C’était un temps où l’on se battait par goût du style et des films. Où Bernard Frank, par exemple, vexé par un papier de Jean Cau dans Les Temps modernes, répliquait en signant un assassin et très beau Dernier des Mohicans, que Grasset vient de rééditer. Du côté du grand écran, la Nouvelle Vague naissait sur les décombres d’une « certaine tendance du cinéma français ». Il fallait faire son choix entre les Cahiers du cinéma et Positif. Michel Audiard et Louis de Funès étaient les têtes de turc des intellos de la bobine. Truffaut crachait sur les vieilles gloires qu’étaient Autant-Lara, Clouzot et Duvivier. Jean-Louis Bory, lui, écrivait dans Le Nouvel Observateur, après s’être fait la main dans Arts et L’Express, et causait dans le poste, en pilier du Masque et la Plume.
De drôles de joutes
Il est aujourd’hui à l’honneur d’un spectacle mis en scène par François Morel, Instants critiques, où les comédiens Olivier Broche et Olivier Saladin, deux anciens de la troupe des Deschiens, interprètent les joutes radiophoniques qui l’opposaient à Georges Charensol, critique réac et oublié. On retrouve aussi Bory tel qu’il était et tel que le dévoile également Daniel Garcia, dans un joli texte biographique : C’était Bory.
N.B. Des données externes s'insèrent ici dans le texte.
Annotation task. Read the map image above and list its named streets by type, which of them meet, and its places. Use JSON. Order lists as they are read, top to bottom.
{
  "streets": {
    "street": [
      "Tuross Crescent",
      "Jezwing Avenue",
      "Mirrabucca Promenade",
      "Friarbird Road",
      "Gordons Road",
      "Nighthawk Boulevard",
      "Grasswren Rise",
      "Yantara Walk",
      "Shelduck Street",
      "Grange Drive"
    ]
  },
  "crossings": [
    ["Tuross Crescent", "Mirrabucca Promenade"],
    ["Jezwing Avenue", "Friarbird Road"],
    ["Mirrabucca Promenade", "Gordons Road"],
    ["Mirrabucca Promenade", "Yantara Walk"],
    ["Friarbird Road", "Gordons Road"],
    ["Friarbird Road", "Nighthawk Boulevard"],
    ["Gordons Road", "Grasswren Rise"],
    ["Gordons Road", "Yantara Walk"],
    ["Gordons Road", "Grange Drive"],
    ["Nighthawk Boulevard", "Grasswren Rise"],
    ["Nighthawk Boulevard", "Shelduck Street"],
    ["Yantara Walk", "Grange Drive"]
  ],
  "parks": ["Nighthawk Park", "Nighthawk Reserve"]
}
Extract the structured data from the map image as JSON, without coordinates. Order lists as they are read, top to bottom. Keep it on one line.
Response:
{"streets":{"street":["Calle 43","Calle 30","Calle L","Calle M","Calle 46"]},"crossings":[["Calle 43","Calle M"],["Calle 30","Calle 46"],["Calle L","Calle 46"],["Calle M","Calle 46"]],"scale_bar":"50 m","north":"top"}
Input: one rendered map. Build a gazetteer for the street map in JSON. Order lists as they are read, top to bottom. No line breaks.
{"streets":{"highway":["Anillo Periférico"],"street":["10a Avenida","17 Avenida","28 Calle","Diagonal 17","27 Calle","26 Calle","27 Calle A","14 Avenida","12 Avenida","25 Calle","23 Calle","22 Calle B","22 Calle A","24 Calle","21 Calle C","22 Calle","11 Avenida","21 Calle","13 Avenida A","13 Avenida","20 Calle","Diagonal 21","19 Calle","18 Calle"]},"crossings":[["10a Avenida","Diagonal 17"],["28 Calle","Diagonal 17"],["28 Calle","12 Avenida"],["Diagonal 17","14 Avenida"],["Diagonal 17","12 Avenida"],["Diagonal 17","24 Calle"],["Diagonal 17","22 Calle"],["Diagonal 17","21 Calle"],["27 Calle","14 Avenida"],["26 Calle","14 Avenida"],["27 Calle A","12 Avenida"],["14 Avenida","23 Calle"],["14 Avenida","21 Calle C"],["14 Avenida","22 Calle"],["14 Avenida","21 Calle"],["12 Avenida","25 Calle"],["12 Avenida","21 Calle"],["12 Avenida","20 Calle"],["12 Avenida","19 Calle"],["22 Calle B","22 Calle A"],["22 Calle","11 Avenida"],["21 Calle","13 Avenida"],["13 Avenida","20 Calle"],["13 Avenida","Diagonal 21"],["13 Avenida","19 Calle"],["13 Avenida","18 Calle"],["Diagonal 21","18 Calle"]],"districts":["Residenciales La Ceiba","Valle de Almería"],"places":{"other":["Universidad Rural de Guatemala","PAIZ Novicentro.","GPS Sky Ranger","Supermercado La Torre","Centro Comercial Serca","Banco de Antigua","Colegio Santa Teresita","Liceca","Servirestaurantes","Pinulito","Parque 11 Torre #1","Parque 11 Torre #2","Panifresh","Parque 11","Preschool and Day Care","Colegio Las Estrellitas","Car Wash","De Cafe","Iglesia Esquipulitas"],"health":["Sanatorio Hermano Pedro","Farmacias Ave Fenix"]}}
Beau parleur, provincial enraciné et esprit parisien, Bory est un homme de gauche capable de défendre Louis-Ferdinand Céline à la sortie de Nord. Quand on le lui reproche, il répond : « J’ai mes convictions personnelles, je ferai beaucoup de choses pour elles, mais s’il y a un très grand écrivain, un très grand artiste en face, je salue le grand écrivain, le grand artiste ». Lecteur d’écrivains classés à droite – Chardonne et Morand sont ses amis − et du dandy socialiste Eugène Sue, il entre en littérature de la pire manière : son premier roman, Mon Village à l’heure allemande, reçoit le prix Goncourt en 1945. Une barre très haut placée quand on a 26 ans. La suite de son œuvre romanesque ne se vendra guère. Le spleen le gagne, il achète une carabine, ça peut avoir son usage.
Le Michelet du 7e art
Parce qu’il aime les garçons dans une époque qui n’y pense guère et surtout ne le dit pas, il publie Ma moitié d’orange, version 1973 du moderne coming out. Un coup de tonnerre et un succès éditorial. Il est intronisé pédé superstar, bretteur permanent des plateaux télé et autres débats de société. Entre reconnaissance gay et insultes, il y laisse beaucoup de sa flamboyance. A Jean-Louis Curtis, il avoue : « Je suis las d’être devenu le gugusse de l’homosexualité militante. »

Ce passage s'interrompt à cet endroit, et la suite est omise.